RECORD EXTRACTS section start

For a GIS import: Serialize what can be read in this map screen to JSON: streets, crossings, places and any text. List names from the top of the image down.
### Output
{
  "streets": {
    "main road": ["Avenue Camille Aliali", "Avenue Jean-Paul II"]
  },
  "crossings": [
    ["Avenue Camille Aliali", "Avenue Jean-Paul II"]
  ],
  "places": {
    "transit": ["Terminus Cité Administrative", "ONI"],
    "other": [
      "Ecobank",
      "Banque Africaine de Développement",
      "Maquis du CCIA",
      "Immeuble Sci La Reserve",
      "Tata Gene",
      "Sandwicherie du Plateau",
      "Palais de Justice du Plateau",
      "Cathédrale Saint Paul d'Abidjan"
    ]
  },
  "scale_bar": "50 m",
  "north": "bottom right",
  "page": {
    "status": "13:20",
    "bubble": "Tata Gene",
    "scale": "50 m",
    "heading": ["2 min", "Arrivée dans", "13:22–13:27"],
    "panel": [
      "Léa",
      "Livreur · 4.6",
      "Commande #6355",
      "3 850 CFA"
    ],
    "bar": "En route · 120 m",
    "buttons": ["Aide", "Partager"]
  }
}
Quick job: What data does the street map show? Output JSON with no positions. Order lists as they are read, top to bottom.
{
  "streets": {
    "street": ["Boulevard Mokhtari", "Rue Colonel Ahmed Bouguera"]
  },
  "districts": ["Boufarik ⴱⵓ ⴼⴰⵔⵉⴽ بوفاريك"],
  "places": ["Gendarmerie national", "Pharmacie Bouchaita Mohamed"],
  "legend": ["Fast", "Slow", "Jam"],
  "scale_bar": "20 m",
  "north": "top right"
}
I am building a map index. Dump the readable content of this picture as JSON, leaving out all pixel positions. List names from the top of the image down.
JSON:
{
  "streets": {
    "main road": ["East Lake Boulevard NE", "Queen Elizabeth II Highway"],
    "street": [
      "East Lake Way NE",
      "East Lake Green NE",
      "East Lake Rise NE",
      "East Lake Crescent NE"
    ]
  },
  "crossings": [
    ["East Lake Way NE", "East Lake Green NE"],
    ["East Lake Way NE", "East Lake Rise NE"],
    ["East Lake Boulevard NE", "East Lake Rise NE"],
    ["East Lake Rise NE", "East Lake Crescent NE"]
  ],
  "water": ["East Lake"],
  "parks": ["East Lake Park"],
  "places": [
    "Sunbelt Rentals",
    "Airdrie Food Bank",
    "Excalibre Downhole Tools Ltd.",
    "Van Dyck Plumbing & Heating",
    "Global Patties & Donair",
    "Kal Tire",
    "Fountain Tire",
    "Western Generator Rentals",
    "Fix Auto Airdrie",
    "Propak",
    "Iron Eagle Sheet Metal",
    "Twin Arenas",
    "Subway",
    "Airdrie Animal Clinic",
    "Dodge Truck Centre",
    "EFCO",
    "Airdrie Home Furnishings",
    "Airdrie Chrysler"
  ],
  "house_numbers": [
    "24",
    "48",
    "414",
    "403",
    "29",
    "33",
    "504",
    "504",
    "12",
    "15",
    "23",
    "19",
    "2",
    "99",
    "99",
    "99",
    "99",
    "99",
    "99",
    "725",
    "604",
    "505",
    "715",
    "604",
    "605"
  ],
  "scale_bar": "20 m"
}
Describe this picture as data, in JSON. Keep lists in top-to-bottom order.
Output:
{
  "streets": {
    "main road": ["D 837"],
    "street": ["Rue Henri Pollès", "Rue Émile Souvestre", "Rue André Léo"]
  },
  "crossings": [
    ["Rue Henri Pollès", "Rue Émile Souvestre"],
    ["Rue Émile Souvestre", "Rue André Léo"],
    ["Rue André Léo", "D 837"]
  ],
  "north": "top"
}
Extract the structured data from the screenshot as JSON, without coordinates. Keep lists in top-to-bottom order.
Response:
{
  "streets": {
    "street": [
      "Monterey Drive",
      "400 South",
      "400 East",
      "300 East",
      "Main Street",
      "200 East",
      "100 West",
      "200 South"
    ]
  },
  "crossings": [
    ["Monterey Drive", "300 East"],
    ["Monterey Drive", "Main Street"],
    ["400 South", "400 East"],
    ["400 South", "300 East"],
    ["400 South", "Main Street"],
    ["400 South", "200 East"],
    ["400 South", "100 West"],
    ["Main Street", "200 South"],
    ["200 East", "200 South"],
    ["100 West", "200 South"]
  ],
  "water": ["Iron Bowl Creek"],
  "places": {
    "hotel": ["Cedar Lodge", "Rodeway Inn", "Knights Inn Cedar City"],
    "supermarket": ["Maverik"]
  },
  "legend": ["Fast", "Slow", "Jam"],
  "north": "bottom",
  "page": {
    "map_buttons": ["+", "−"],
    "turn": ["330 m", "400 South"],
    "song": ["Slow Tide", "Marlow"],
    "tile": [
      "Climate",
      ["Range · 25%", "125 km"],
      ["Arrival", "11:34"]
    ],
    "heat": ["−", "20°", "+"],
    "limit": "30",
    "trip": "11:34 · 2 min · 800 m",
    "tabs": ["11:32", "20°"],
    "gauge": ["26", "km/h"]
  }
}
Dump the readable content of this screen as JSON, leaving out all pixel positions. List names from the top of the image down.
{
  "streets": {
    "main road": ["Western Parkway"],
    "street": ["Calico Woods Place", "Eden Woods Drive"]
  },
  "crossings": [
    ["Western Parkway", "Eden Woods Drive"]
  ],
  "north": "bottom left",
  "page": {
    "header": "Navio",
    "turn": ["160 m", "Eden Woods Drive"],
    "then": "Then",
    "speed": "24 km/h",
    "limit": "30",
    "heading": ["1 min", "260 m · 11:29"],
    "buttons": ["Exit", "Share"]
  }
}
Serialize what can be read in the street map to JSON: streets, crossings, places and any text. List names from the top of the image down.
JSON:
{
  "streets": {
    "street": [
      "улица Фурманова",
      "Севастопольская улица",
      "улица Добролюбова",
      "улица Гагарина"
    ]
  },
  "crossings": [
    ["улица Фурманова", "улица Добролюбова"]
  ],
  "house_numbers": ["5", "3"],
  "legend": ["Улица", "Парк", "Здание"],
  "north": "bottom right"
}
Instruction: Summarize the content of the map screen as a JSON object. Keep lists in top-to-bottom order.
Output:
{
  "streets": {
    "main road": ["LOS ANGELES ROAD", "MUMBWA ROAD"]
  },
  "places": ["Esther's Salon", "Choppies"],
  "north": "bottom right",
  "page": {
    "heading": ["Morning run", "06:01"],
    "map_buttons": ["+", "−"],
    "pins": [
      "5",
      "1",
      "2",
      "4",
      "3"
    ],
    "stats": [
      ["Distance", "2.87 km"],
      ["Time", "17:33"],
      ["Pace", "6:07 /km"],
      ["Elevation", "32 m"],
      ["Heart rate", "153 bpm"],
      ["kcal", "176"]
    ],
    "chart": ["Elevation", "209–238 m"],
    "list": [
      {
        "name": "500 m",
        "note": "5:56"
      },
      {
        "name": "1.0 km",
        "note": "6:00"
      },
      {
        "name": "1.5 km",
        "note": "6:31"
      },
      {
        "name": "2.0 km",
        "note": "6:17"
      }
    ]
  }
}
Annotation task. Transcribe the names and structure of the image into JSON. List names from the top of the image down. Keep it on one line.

RECORD EXTRACTS section end

## EXERCISE DIRECTIONS:
Please write out the data again exactly as it stands.

## REPLY:
For a GIS import: Serialize what can be read in this map screen to JSON: streets, crossings, places and any text. List names from the top of the image down.
### Output
{
  "streets": {
    "main road": ["Avenue Camille Aliali", "Avenue Jean-Paul II"]
  },
  "crossings": [
    ["Avenue Camille Aliali", "Avenue Jean-Paul II"]
  ],
  "places": {
    "transit": ["Terminus Cité Administrative", "ONI"],
    "other": [
      "Ecobank",
      "Banque Africaine de Développement",
      "Maquis du CCIA",
      "Immeuble Sci La Reserve",
      "Tata Gene",
      "Sandwicherie du Plateau",
      "Palais de Justice du Plateau",
      "Cathédrale Saint Paul d'Abidjan"
    ]
  },
  "scale_bar": "50 m",
  "north": "bottom right",
  "page": {
    "status": "13:20",
    "bubble": "Tata Gene",
    "scale": "50 m",
    "heading": ["2 min", "Arrivée dans", "13:22–13:27"],
    "panel": [
      "Léa",
      "Livreur · 4.6",
      "Commande #6355",
      "3 850 CFA"
    ],
    "bar": "En route · 120 m",
    "buttons": ["Aide", "Partager"]
  }
}
Quick job: What data does the street map show? Output JSON with no positions. Order lists as they are read, top to bottom.
{
  "streets": {
    "street": ["Boulevard Mokhtari", "Rue Colonel Ahmed Bouguera"]
  },
  "districts": ["Boufarik ⴱⵓ ⴼⴰⵔⵉⴽ بوفاريك"],
  "places": ["Gendarmerie national", "Pharmacie Bouchaita Mohamed"],
  "legend": ["Fast", "Slow", "Jam"],
  "scale_bar": "20 m",
  "north": "top right"
}
I am building a map index. Dump the readable content of this picture as JSON, leaving out all pixel positions. List names from the top of the image down.
JSON:
{
  "streets": {
    "main road": ["East Lake Boulevard NE", "Queen Elizabeth II Highway"],
    "street": [
      "East Lake Way NE",
      "East Lake Green NE",
      "East Lake Rise NE",
      "East Lake Crescent NE"
    ]
  },
  "crossings": [
    ["East Lake Way NE", "East Lake Green NE"],
    ["East Lake Way NE", "East Lake Rise NE"],
    ["East Lake Boulevard NE", "East Lake Rise NE"],
    ["East Lake Rise NE", "East Lake Crescent NE"]
  ],
  "water": ["East Lake"],
  "parks": ["East Lake Park"],
  "places": [
    "Sunbelt Rentals",
    "Airdrie Food Bank",
    "Excalibre Downhole Tools Ltd.",
    "Van Dyck Plumbing & Heating",
    "Global Patties & Donair",
    "Kal Tire",
    "Fountain Tire",
    "Western Generator Rentals",
    "Fix Auto Airdrie",
    "Propak",
    "Iron Eagle Sheet Metal",
    "Twin Arenas",
    "Subway",
    "Airdrie Animal Clinic",
    "Dodge Truck Centre",
    "EFCO",
    "Airdrie Home Furnishings",
    "Airdrie Chrysler"
  ],
  "house_numbers": [
    "24",
    "48",
    "414",
    "403",
    "29",
    "33",
    "504",
    "504",
    "12",
    "15",
    "23",
    "19",
    "2",
    "99",
    "99",
    "99",
    "99",
    "99",
    "99",
    "725",
    "604",
    "505",
    "715",
    "604",
    "605"
  ],
  "scale_bar": "20 m"
}
Describe this picture as data, in JSON. Keep lists in top-to-bottom order.
Output:
{
  "streets": {
    "main road": ["D 837"],
    "street": ["Rue Henri Pollès", "Rue Émile Souvestre", "Rue André Léo"]
  },
  "crossings": [
    ["Rue Henri Pollès", "Rue Émile Souvestre"],
    ["Rue Émile Souvestre", "Rue André Léo"],
    ["Rue André Léo", "D 837"]
  ],
  "north": "top"
}
Extract the structured data from the screenshot as JSON, without coordinates. Keep lists in top-to-bottom order.
Response:
{
  "streets": {
    "street": [
      "Monterey Drive",
      "400 South",
      "400 East",
      "300 East",
      "Main Street",
      "200 East",
      "100 West",
      "200 South"
    ]
  },
  "crossings": [
    ["Monterey Drive", "300 East"],
    ["Monterey Drive", "Main Street"],
    ["400 South", "400 East"],
    ["400 South", "300 East"],
    ["400 South", "Main Street"],
    ["400 South", "200 East"],
    ["400 South", "100 West"],
    ["Main Street", "200 South"],
    ["200 East", "200 South"],
    ["100 West", "200 South"]
  ],
  "water": ["Iron Bowl Creek"],
  "places": {
    "hotel": ["Cedar Lodge", "Rodeway Inn", "Knights Inn Cedar City"],
    "supermarket": ["Maverik"]
  },
  "legend": ["Fast", "Slow", "Jam"],
  "north": "bottom",
  "page": {
    "map_buttons": ["+", "−"],
    "turn": ["330 m", "400 South"],
    "song": ["Slow Tide", "Marlow"],
    "tile": [
      "Climate",
      ["Range · 25%", "125 km"],
      ["Arrival", "11:34"]
    ],
    "heat": ["−", "20°", "+"],
    "limit": "30",
    "trip": "11:34 · 2 min · 800 m",
    "tabs": ["11:32", "20°"],
    "gauge": ["26", "km/h"]
  }
}
Dump the readable content of this screen as JSON, leaving out all pixel positions. List names from the top of the image down.
{
  "streets": {
    "main road": ["Western Parkway"],
    "street": ["Calico Woods Place", "Eden Woods Drive"]
  },
  "crossings": [
    ["Western Parkway", "Eden Woods Drive"]
  ],
  "north": "bottom left",
  "page": {
    "header": "Navio",
    "turn": ["160 m", "Eden Woods Drive"],
    "then": "Then",
    "speed": "24 km/h",
    "limit": "30",
    "heading": ["1 min", "260 m · 11:29"],
    "buttons": ["Exit", "Share"]
  }
}
Serialize what can be read in the street map to JSON: streets, crossings, places and any text. List names from the top of the image down.
JSON:
{
  "streets": {
    "street": [
      "улица Фурманова",
      "Севастопольская улица",
      "улица Добролюбова",
      "улица Гагарина"
    ]
  },
  "crossings": [
    ["улица Фурманова", "улица Добролюбова"]
  ],
  "house_numbers": ["5", "3"],
  "legend": ["Улица", "Парк", "Здание"],
  "north": "bottom right"
}
Instruction: Summarize the content of the map screen as a JSON object. Keep lists in top-to-bottom order.
Output:
{
  "streets": {
    "main road": ["LOS ANGELES ROAD", "MUMBWA ROAD"]
  },
  "places": ["Esther's Salon", "Choppies"],
  "north": "bottom right",
  "page": {
    "heading": ["Morning run", "06:01"],
    "map_buttons": ["+", "−"],
    "pins": [
      "5",
      "1",
      "2",
      "4",
      "3"
    ],
    "stats": [
      ["Distance", "2.87 km"],
      ["Time", "17:33"],
      ["Pace", "6:07 /km"],
      ["Elevation", "32 m"],
      ["Heart rate", "153 bpm"],
      ["kcal", "176"]
    ],
    "chart": ["Elevation", "209–238 m"],
    "list": [
      {
        "name": "500 m",
        "note": "5:56"
      },
      {
        "name": "1.0 km",
        "note": "6:00"
      },
      {
        "name": "1.5 km",
        "note": "6:31"
      },
      {
        "name": "2.0 km",
        "note": "6:17"
      }
    ]
  }
}
Annotation task. Transcribe the names and structure of the image into JSON. List names from the top of the image down. Keep it on one line.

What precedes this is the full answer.